PROBLEM DETAILS
Look at each line of the listing. Copy those that hold the string "label".

MATERIAL TO PROCESS
******************************

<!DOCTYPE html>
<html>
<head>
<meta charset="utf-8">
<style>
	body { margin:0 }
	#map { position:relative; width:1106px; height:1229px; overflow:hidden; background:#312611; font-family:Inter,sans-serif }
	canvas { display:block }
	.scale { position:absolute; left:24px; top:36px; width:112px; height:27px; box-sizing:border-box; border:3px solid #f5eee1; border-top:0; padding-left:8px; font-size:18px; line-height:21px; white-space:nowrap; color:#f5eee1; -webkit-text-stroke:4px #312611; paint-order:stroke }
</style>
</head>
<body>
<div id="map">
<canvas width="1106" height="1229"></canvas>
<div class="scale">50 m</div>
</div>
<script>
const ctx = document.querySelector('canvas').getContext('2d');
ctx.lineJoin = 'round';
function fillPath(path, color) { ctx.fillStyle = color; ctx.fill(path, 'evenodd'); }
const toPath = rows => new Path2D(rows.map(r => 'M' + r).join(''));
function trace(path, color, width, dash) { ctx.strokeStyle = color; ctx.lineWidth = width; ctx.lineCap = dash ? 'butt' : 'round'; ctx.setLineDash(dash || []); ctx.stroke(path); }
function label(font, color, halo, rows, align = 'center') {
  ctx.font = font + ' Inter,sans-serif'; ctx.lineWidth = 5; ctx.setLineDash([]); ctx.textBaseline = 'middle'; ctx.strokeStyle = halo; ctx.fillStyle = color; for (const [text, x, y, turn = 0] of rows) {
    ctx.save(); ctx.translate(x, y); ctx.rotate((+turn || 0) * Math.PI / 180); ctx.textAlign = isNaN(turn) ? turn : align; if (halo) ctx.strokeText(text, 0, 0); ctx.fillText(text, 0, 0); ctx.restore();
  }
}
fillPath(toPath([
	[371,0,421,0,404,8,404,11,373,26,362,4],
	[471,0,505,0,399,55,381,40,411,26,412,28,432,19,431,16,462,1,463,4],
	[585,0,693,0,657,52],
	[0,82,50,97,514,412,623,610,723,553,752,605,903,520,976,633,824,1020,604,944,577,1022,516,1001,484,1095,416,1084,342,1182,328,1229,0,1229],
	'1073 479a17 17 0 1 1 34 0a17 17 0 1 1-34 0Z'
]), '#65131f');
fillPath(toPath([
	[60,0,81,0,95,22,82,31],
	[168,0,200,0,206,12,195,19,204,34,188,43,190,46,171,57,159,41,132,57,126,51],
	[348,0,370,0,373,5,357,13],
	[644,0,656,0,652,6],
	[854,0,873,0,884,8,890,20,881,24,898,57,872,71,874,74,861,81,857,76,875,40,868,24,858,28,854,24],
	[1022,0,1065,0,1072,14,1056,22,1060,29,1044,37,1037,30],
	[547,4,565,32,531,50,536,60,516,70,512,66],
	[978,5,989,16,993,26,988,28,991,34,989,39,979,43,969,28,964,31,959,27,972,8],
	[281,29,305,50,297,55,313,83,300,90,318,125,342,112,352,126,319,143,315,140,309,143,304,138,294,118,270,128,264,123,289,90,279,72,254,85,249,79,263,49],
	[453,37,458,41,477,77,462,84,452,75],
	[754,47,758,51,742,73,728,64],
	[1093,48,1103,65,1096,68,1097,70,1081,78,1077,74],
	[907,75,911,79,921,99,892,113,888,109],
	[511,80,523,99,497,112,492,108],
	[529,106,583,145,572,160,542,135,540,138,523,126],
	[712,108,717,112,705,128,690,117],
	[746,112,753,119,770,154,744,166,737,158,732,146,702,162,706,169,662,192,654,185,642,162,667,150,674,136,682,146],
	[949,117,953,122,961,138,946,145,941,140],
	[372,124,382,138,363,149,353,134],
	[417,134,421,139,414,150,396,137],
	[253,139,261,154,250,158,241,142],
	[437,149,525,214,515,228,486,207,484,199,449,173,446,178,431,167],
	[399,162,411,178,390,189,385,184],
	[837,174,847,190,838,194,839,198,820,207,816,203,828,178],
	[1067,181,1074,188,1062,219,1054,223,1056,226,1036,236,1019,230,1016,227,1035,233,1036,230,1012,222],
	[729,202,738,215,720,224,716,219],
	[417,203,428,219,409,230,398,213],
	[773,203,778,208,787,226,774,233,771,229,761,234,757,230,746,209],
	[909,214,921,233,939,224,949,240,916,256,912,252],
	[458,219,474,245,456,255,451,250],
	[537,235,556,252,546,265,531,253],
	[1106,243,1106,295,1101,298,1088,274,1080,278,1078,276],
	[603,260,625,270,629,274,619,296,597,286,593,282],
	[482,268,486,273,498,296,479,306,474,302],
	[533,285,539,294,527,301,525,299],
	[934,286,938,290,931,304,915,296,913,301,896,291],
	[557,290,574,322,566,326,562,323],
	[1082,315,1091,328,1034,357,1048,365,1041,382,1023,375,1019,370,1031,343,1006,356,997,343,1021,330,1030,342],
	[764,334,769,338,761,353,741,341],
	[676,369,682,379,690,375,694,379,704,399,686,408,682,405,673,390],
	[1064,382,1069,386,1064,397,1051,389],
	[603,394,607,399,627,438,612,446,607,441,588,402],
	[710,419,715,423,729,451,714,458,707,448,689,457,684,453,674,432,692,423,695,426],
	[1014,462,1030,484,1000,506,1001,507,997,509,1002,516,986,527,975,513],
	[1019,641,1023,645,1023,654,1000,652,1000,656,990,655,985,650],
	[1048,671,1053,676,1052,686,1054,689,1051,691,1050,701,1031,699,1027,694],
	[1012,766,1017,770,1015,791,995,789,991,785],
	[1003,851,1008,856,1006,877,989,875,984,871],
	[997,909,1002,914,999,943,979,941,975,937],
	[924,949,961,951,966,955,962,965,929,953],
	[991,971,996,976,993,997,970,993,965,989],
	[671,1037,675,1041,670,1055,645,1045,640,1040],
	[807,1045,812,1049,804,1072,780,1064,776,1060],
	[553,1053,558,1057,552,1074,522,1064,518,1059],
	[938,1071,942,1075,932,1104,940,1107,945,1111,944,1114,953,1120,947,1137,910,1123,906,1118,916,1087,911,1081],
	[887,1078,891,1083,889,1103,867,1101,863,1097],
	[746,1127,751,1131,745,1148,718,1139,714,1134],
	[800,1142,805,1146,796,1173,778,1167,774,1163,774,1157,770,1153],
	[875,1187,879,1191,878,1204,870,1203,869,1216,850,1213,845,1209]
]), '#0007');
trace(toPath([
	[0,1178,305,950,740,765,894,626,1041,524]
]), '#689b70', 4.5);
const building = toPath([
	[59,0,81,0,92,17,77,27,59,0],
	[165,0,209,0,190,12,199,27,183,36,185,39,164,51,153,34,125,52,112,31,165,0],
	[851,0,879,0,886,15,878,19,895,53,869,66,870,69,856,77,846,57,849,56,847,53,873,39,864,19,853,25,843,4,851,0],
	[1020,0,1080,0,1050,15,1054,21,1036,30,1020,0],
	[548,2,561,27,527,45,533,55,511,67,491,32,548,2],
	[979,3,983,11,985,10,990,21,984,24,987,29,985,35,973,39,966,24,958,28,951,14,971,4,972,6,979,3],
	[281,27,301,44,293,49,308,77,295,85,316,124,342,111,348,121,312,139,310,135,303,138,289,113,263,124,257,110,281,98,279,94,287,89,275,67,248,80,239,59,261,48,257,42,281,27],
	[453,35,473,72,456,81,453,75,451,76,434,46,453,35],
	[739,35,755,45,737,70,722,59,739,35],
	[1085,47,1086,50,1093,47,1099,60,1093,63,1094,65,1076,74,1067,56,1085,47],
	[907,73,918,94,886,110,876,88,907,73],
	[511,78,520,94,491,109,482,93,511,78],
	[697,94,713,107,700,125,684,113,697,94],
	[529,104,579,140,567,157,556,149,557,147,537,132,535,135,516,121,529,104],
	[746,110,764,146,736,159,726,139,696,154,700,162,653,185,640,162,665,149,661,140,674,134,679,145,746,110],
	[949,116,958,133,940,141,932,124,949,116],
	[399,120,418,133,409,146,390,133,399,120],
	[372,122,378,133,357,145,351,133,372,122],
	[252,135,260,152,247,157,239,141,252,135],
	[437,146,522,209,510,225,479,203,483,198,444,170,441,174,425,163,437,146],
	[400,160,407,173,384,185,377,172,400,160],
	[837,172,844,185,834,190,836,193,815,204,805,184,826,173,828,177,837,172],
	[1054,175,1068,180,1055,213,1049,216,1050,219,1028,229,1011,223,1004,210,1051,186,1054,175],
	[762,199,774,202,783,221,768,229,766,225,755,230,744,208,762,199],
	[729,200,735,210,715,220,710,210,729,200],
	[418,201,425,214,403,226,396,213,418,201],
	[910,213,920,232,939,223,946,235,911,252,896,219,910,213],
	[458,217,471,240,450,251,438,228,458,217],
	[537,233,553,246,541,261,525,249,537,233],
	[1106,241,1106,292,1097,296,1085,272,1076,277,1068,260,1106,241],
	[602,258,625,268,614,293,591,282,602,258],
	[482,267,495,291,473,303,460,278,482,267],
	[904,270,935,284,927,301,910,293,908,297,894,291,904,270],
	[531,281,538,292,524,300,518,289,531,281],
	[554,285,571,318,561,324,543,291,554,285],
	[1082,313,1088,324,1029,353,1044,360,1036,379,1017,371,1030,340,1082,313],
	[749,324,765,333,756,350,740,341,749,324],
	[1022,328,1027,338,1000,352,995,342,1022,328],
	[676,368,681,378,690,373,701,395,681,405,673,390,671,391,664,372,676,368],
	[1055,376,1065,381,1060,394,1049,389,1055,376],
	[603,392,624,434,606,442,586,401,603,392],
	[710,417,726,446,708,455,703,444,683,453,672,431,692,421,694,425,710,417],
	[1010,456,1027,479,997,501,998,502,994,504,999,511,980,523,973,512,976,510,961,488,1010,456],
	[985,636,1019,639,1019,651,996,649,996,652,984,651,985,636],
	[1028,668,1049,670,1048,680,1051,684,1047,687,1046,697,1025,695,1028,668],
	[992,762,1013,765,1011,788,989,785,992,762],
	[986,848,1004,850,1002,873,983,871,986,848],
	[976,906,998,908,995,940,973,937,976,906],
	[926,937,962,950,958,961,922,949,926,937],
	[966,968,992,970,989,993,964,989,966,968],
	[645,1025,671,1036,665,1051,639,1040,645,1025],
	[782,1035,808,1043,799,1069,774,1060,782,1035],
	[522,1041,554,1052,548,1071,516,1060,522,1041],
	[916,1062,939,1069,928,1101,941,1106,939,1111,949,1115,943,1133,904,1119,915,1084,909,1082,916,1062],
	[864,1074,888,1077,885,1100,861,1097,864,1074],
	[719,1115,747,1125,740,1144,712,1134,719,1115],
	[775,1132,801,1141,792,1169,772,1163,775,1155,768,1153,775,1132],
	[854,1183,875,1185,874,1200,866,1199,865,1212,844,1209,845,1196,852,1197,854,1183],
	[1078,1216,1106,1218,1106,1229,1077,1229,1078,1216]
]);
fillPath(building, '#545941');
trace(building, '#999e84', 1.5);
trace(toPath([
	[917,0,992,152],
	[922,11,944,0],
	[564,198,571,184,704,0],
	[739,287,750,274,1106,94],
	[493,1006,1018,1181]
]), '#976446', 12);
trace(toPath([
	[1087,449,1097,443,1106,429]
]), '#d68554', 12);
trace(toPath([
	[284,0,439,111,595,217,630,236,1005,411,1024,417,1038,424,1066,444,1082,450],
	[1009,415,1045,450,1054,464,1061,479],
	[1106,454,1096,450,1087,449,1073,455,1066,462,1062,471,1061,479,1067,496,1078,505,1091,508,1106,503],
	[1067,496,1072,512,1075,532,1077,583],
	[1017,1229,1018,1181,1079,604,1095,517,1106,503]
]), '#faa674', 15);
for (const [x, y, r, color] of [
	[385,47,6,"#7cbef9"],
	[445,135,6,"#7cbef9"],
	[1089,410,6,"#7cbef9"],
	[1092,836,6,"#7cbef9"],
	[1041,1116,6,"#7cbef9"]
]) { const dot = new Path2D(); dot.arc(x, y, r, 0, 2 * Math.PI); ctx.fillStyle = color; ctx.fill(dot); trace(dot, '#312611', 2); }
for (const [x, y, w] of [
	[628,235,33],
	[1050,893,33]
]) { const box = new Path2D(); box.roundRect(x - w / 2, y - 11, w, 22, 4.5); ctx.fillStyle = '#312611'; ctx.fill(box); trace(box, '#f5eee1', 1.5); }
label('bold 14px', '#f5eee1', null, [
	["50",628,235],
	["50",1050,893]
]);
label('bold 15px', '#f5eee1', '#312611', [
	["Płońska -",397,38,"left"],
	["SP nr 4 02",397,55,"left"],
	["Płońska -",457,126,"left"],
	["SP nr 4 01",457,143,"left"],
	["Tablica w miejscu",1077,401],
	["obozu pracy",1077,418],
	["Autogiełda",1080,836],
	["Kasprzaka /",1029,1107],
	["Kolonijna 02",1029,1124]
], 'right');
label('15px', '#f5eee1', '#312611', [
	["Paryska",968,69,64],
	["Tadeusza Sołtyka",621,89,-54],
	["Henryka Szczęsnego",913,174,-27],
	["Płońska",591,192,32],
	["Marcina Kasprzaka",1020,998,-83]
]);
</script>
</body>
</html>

******************************

RESPONSE BOX
function label(font, color, halo, rows, align = 'center') {
label('bold 14px', '#f5eee1', null, [
label('bold 15px', '#f5eee1', '#312611', [
label('15px', '#f5eee1', '#312611', [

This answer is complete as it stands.